Is Deep Learning All You Need for Unsupervised Saliency Detection?

Pre-trained networks have recently achieved great success in computer vision. At present, most deep learning-based saliency detection methods use pre-trained networks to extract features, regardless of supervised or unsupervised. However, we found that when unsupervised saliency detection is performed on grayscale biomedical images, pre-trained networks such as VGG cannot effectively extract significant features. We suggest that VGG is not able to learn salient information from grayscale biomedical images and its performance greatly depends on RGB cues and quality of the training set. To verify our hypothesis, we construct an adversarial data set featuring a low signal-to-noise ratio (SNR), low resolution and rich salient objects and conduct a series of probing experiments. What’s more, in order to further explore what VGG has learned, we visualize intermediate feature maps. To the best of our knowledge, we are the first to investigate the reliability of deep learning methods for unsupervised saliency detection on grayscale biomedical images. It’s worth noticing that our adversarial data set also provides a more robust evaluation of saliency detection and may serve as a standard benchmark in future work on this task.

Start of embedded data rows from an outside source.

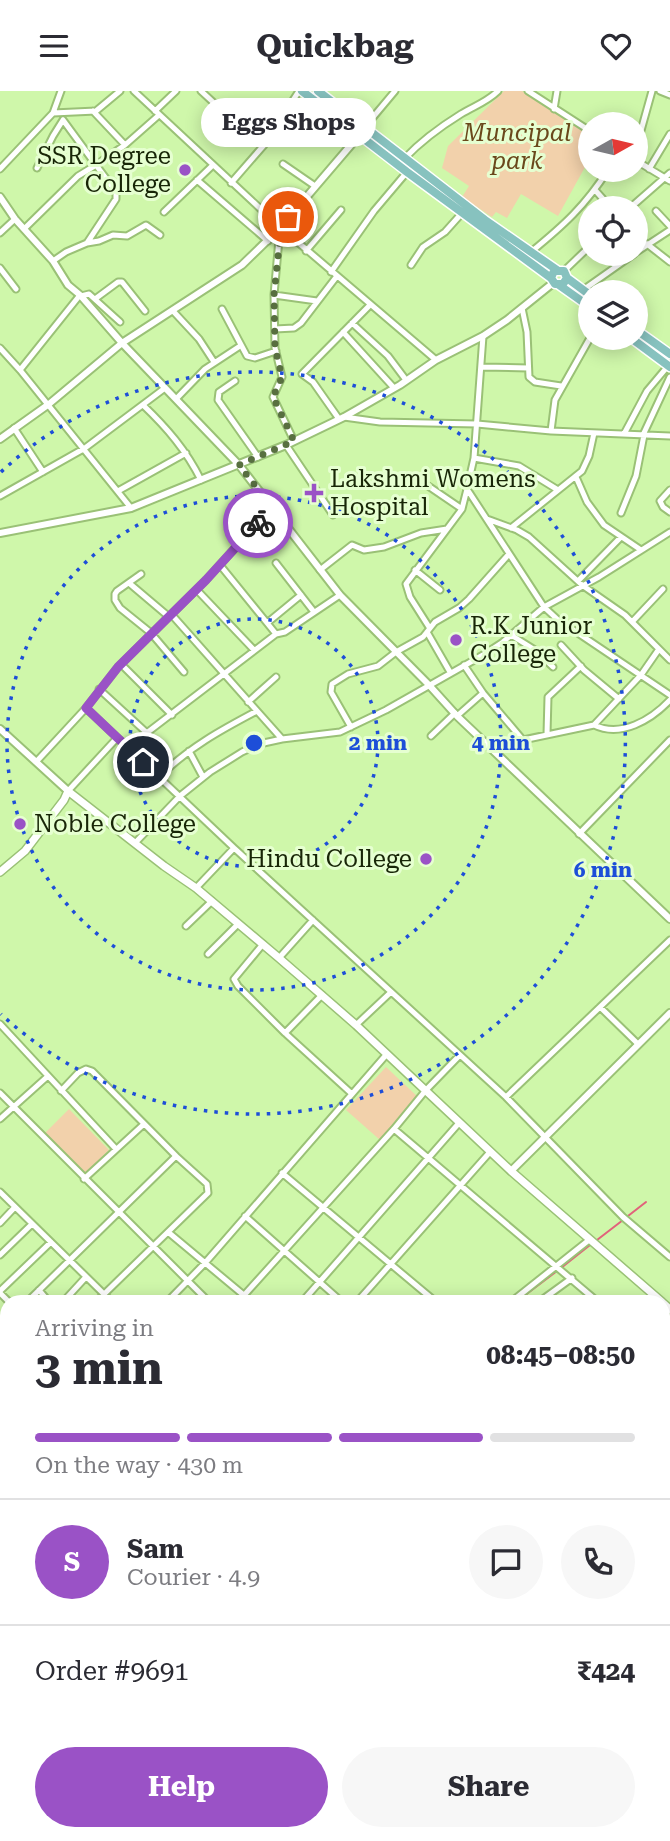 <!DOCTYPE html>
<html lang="en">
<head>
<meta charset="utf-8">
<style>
	:root { --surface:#fff; --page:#f7f7f7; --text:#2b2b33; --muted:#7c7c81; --line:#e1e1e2; --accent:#9a52c6 }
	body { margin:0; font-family:"Roboto Serif",serif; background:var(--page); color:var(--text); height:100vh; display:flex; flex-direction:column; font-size:26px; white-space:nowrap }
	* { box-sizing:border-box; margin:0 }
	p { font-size:23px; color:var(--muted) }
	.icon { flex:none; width:38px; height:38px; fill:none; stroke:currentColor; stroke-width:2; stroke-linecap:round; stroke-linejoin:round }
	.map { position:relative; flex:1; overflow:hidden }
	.drawer { position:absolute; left:0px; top:1204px; width:670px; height:546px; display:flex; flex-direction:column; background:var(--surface); border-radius:21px 21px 0 0; box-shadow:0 4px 18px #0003 }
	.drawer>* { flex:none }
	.needle { width:46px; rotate:82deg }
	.controls { position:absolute; left:578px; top:21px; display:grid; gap:14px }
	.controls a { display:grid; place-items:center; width:70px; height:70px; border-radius:50%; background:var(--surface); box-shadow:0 4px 18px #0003; font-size:35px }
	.pin { position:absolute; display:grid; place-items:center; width:60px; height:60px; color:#fff; margin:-30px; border:4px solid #fff; border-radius:50%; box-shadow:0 2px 7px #0007 }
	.courier { position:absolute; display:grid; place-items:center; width:70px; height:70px; margin:-35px; border:5px solid #9a52c6; border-radius:50%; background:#fff; color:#222; box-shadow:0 2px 9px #0007 }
	.bubble { position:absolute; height:49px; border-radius:24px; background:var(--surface); box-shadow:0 4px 18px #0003; font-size:23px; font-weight:700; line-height:49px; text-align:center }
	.summary em { font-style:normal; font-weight:700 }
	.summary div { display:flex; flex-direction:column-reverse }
	.summary { display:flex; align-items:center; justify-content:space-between; height:119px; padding:0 35px }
	h1 { font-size:46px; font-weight:700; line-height:52px }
	.bar { display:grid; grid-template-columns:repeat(4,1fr); gap:10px 7px; align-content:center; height:84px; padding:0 35px }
	.bar i { height:9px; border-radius:5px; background:var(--line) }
	.bar .active { background:var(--accent) }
	.bar p { grid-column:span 4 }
	.line { display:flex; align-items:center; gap:18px; padding:0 35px; border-top:2px solid var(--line) }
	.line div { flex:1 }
	.round { display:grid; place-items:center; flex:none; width:74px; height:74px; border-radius:37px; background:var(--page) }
	.button { display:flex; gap:14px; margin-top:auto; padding:14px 35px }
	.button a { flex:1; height:80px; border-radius:42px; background:var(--accent); color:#fff; font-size:28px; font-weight:700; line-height:80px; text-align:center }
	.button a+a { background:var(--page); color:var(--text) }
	header { display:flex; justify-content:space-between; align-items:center; height:91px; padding:0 35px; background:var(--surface); font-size:32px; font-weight:700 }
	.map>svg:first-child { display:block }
	.green { fill:#f2d1ab }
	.water { fill:#e1627b }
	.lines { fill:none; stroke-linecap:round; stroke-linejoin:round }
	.stream { stroke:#e1627b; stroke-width:2 }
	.canal { stroke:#e1627b; stroke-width:5 }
	.minor-casing { stroke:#9ac176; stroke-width:9 }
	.tertiary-casing { stroke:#9ac176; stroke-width:10 }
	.secondary-casing { stroke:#9ac176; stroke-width:10 }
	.primary-casing { stroke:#fff; stroke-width:11 }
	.minor { stroke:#fff; stroke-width:5 }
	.tertiary { stroke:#fff; stroke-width:6 }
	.secondary { stroke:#fff; stroke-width:7 }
	.primary { stroke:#87c2bf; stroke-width:8 }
	.rail-casing { stroke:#3f522a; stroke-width:4.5 }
	.rail { stroke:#e6ffd1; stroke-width:2; stroke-dasharray:5; stroke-linecap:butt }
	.done { stroke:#586f40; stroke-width:7; stroke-dasharray:0 12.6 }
	.route { stroke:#9a52c6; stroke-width:9 }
	.ring { fill:none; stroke:#1d4ed8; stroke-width:3.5; stroke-dasharray:3.5 7 }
	.poi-dot { fill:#9a52c6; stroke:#e6ffd1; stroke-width:2.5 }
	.labels { text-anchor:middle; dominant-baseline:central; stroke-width:6; stroke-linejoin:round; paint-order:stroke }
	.park-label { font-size:24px; font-style:italic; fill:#6a481b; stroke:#e6ffd1 }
	.poi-label { font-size:24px; fill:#182607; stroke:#e6ffd1; text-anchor:start }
	.centre { fill:#1d4ed8; stroke:#e6ffd1; stroke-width:3.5 }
	.ring-label { font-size:21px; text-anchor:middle; font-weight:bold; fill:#1d4ed8; stroke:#e6ffd1; stroke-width:6; stroke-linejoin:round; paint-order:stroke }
</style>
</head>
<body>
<header><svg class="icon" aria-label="menu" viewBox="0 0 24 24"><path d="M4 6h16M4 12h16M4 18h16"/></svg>Quickbag<svg class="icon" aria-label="heart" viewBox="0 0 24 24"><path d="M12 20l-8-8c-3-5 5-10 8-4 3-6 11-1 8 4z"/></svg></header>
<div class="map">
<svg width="670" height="1750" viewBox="0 0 670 1750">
	<rect width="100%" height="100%" fill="#cff7aa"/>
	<path class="green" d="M504,0H522L590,44V67L558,125L521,103L507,127L496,121L492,126L462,106L469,95L442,77L448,55Z
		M386,976L419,1007L380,1049L346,1019Z
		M69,1018L109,1059L85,1083L45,1042Z"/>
	<path class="water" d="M390,1743H457L462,1745L458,1750H384Z"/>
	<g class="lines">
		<path class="stream" d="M628,1125L646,1111
			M597,1149L623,1129
			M561,1177L590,1154
			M516,1211L557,1180
			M486,1743L500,1750"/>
		<path class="canal" d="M0,1424L7,1432
			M0,1439L7,1447
			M270,1743L275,1750"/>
		<defs>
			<path id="minor" d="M134,0L280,136L436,269
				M201,0L228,25
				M528,0L590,40
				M660,0L670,4
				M554,18L557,0
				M93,20L125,54
				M155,20L176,0
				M53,22L96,20L120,0
				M364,37L395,0
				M635,61L652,0
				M404,68C421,50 440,36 461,23C474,15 487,11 498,0
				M635,69L670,90
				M283,73L315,95
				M37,77L53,45L63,29
				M0,78L53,22L61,0
				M649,78L670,43
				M197,89L268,150
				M231,92L264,54L299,0
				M595,99L611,117
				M630,117L670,82
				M656,120L670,135
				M164,121L213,74
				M280,137L274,204L275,257L282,286L273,306L294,350
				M24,138L78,85L96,74L63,29
				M0,142L15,128
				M87,152L99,150L113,144L127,145L146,134L160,144
				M647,153L670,171
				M306,160L341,119
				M531,161C564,134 585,115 608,79
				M635,162L670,139
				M53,170L66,161L87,152L116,108V101L96,74L125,54L159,24
				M411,174L423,156L445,141L462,122
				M0,177L16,198
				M564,180L590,155
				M331,181L374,120L407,81
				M583,199L634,163
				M274,204L317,210
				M81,205L89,203L120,231
				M95,208L118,191H122L145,220
				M522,217L527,241L529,286L535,291L561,295
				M222,218L247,265L255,267L276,260
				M173,220L199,248L214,271
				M352,232L388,265L406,289
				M275,238L294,237L301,232L337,185
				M343,241L394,297
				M483,245L474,367L467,398L544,516L557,528L670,604
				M0,257L20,279L80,204
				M482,276L528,277
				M20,279L131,417
				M235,290L219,301L218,309L258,366
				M176,308L205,278L240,255
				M143,314C167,337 186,359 201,389
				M344,326L380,331L477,333L551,340L670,345
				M339,328L313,291L302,283L370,214
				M14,337L43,381
				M551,340L555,309L590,247
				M624,343L647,300L668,275
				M643,344L670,286
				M286,354L333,424
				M474,367L519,375L558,399
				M415,386L462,418
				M576,386L587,411L604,434L641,459
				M670,399L660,410L663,416L670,421
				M118,400L186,362
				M0,405L85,357L165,297
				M621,422L636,385L644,344
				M487,428L517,439L529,446L582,494L625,524L670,569
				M511,437L582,380L589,365L594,342
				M276,472L314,521
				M220,474L276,543L285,541L340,504
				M320,479L352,454L364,459L384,456L421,442L447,438
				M415,479L440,499
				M141,483L117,500L115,503V509L120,517L151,542L184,581
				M578,490L621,446
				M129,492L168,525
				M197,499L254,559
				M172,524L282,648
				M632,531L663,498
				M267,532L301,504
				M429,536L410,506L406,493L462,418L467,398
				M427,541L450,581
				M511,544L535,559L553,576
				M561,554L584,579L619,608
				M121,573L172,624
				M464,574L483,602L522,648
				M99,598L147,642
				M248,611L276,586
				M86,617L234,757L506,1006L623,1126L670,1166
				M457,625L483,602
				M594,634C621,647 651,629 670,609
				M351,636L331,601L332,593L348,583L378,575L396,561L423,546L435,531L459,517L469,508L509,463
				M547,643L548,606L581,575
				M431,645L455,622
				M490,656L594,634L641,584L659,558
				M127,657L276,543
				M189,660L203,686
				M36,671L86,617L118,576L206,489L272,416
				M159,686C188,657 221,639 257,620
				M68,700L117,647
				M579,743L670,649
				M135,752L180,705L210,681L242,661L259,653L282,648L340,641L386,619L483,564L503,551L544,516L599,486L670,441
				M196,797L234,757
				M186,835L212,810
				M263,853L234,888L238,895L285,942
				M208,863L238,833
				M279,867L313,829
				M322,904L285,942L352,1003
				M600,916L638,953
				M0,933L116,1058
				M356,934L390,902
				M61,1000L78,982L86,978L92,980L176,1065L207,1093L208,1102L96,1211
				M0,1002L209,1211
				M506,1006L670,849
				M0,1028L48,985
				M394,1038L598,1211
				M282,1082L436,1211
				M84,1088L144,1033
				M0,1101L112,1211
				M245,1125L342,1211
				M0,1132L15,1116
				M168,1141L252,1211
				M0,1164L32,1133
				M39,1199L49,1211
				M0,1200L51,1151
				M0,1202L9,1211
				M27,1211L176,1065
				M63,1211L85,1187
				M167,1211L205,1172L386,964
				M238,1211L394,1038L426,999L459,965
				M302,1211L459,1032
				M357,1211L490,1061
				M511,1211L589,1149
				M539,1211L572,1187
				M663,1226L670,1217
				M0,1248L7,1256
				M0,1270L7,1264
				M663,1280L670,1272
				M0,1293L3,1297L7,1296
				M663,1331L670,1322
				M663,1376L670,1367
				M663,1403L670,1407
				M663,1459L670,1449
				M663,1524L670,1514
				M663,1542L670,1546
				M663,1580L670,1585
				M663,1617L670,1621
				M663,1681L670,1672
				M663,1719L670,1712
				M663,1727L670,1734
				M468,1743L473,1750
				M608,1750L613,1743
				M625,1750L629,1743
				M654,1750L655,1743"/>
			<path id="tertiary" d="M0,106L15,128L53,170L68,194L80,204L122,252L239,374L340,504L429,594L457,625L670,828
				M0,348L49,313L122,252L242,174L280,137L362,41
				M0,442L131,417L286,354L344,326L400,294L436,269L483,245L507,229L553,192
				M0,638L68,700
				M511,1080L670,922"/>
			<path id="secondary" d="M0,781L25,760L64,709L68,700L164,775L196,797L279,867L356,934L511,1080L662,1211
				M663,1212L670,1218
				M663,1395L670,1388
				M377,1750L384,1743"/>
			<path id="primary" d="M302,0L407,81L551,187L555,193H563L567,187L564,180H554L551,187
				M318,0L485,129L557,179
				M567,187L590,204
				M559,194L590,216
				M635,238L670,263
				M631,247L670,276"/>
		</defs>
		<use href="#minor" class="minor-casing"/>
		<use href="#tertiary" class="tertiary-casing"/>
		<use href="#secondary" class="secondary-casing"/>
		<use href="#primary" class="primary-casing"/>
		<use href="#minor" class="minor"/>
		<use href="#tertiary" class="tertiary"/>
		<use href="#secondary" class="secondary"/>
		<use href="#primary" class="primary"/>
		<defs>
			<path id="rail" d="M0,1348L7,1357
				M533,1743L547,1750"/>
		</defs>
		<use href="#rail" class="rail-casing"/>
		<use href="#rail" class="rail"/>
	</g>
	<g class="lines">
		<path class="done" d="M258,432L272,416L239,374L294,350L273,306L282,286L275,257L274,204L281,137L288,126"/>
		<path class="route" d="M143,671L86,617L118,576L206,489L258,432"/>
	</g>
	<g class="ring">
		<circle cx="254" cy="652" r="124"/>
		<circle cx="254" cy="652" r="247"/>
		<path d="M1 381A371 371 0 1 1 1 923"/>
	</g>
	<g class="poi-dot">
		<circle cx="185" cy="79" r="7"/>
		<path d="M310.5 391.5h7v7h7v7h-7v7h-7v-7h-7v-7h7z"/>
		<circle cx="456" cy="549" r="7"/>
		<circle cx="20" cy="733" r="7"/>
		<circle cx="426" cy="768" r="7"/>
	</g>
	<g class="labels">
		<g class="park-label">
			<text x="517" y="42">Muncipal<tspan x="517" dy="28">park</tspan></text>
		</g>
		<g class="poi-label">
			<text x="171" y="65" text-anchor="end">SSR Degree<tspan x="171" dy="28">College</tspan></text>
			<text x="330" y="388">Lakshmi Womens<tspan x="330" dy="28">Hospital</tspan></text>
			<text x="470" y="535">R.K Junior<tspan x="470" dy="28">College</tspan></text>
			<text x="34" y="733">Noble College</text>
			<text x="412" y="768" text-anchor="end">Hindu College</text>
		</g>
	</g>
	<circle cx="254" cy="652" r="10" class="centre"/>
	<g class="ring-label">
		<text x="378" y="659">2 min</text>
		<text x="501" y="659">4 min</text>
		<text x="603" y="786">6 min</text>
	</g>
</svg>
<div class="controls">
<a><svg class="needle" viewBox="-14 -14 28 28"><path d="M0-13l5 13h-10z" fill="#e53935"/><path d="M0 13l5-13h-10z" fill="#7c7c81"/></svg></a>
<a><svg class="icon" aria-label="locate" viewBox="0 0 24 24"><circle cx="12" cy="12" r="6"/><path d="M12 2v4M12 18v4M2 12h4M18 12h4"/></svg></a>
<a><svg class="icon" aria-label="layers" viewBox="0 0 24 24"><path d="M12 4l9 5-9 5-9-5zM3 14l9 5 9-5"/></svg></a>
</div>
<div class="pin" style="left:288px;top:126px;background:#ea580c"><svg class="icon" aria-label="bag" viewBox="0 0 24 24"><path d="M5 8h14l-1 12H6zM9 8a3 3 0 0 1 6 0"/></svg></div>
<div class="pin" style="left:143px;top:671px;background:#1f2937"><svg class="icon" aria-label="home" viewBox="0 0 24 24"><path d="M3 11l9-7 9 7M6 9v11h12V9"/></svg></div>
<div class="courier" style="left:258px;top:432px"><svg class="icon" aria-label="bike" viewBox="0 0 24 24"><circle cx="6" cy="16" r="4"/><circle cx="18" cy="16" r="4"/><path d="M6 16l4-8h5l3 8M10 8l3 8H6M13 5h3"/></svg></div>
<div class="bubble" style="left:201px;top:7px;width:175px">Eggs Shops</div>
<section class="drawer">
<div class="summary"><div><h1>3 min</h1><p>Arriving in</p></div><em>08:45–08:50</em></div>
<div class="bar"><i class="active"></i><i class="active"></i><i class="active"></i><i></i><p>On the way · 430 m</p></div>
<div class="line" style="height:126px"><b class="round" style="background:var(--accent);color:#fff">S</b><div><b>Sam</b><p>Courier · 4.9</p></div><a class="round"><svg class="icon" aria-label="chat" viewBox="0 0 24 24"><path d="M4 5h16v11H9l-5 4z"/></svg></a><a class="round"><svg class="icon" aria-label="phone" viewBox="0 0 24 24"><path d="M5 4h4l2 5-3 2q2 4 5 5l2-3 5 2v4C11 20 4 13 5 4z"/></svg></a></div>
<div class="line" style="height:91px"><div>Order #9691</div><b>₹424</b></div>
<div class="button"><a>Help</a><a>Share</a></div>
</section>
</div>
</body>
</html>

Complementary Fusion of Multi-Features and Multi-Modalities in Sentiment Analysis

Sentiment analysis, mostly based on text, has been rapidly developing in the last decade and has attracted widespread attention in both academia and industry. However, the information in the real world usually comes as multiple modalities. In this paper, based on audio and text, we consider the task of multimodal sentiment analysis and propose a novel fusion strategy including both the multi-feature fusion and the multi-modality fusion to improve the accuracy of audio-text sentiment analysis. We call it the DFF-ATMF (Deep Feature Fusion - Audio and Text Modality Fusion) model and the features learned by using DFF-ATMF are complementary to each other and robust. Experiments on the CMU-MOSI dataset and the recently released CMU-MOSEI dataset, both collected from YouTube for sentiment analysis, show the very competitive results of our proposed DFF-ATMF model. Surprisingly, DFF-ATMF also achieves state-of-the-art results on the IEMOCAP dataset, indicating that the proposed fusion strategy also has a good generalization ability for multimodal emotion recognition.

Learning Robust Heterogeneous Signal Features from Parallel Neural Network for Audio Sentiment Analysis

Audio Sentiment Analysis is a popular research area that extends the conventional text-based sentiment analysis to depend on the effectiveness of acoustic features extracted from speech. However, current progress on audio sentiment analysis mainly focuses on extracting homogeneous acoustic features or doesn’t fuse heterogeneous features effectively. In this paper, we propose an utterance-based deep neural network model, which has a parallel combination of Convolutional Neural Network (CNN) and Long Short-Term Memory (LSTM) based network, to obtain representative features termed Audio Sentiment Vector (ASV), that can maximally reflect sentiment information in audio. Specifically, our model is trained by utterance-level labels and ASV can be extracted and fused creatively from two branches. In the CNN model branch, spectrum graphs produced by signals are fed as inputs while in the LSTM model branch, inputs include spectral features and cepstrum coefficient extracted from dependent utterances in audio. Besides, Bidirectional Long Short-Term Memory (BiLSTM) with attention mechanism is used for feature fusion. Extensive experiments have been conducted to show our model can recognize audio sentiment precisely and quickly, and demonstrate our ASV is better than traditional acoustic features or vectors extracted from other deep learning models. Furthermore, experimental results indicate that the proposed model outperforms the state-of-the-art approach by 9.33% on the Multimodal Opinion-level Sentiment Intensity dataset (MOSI) dataset.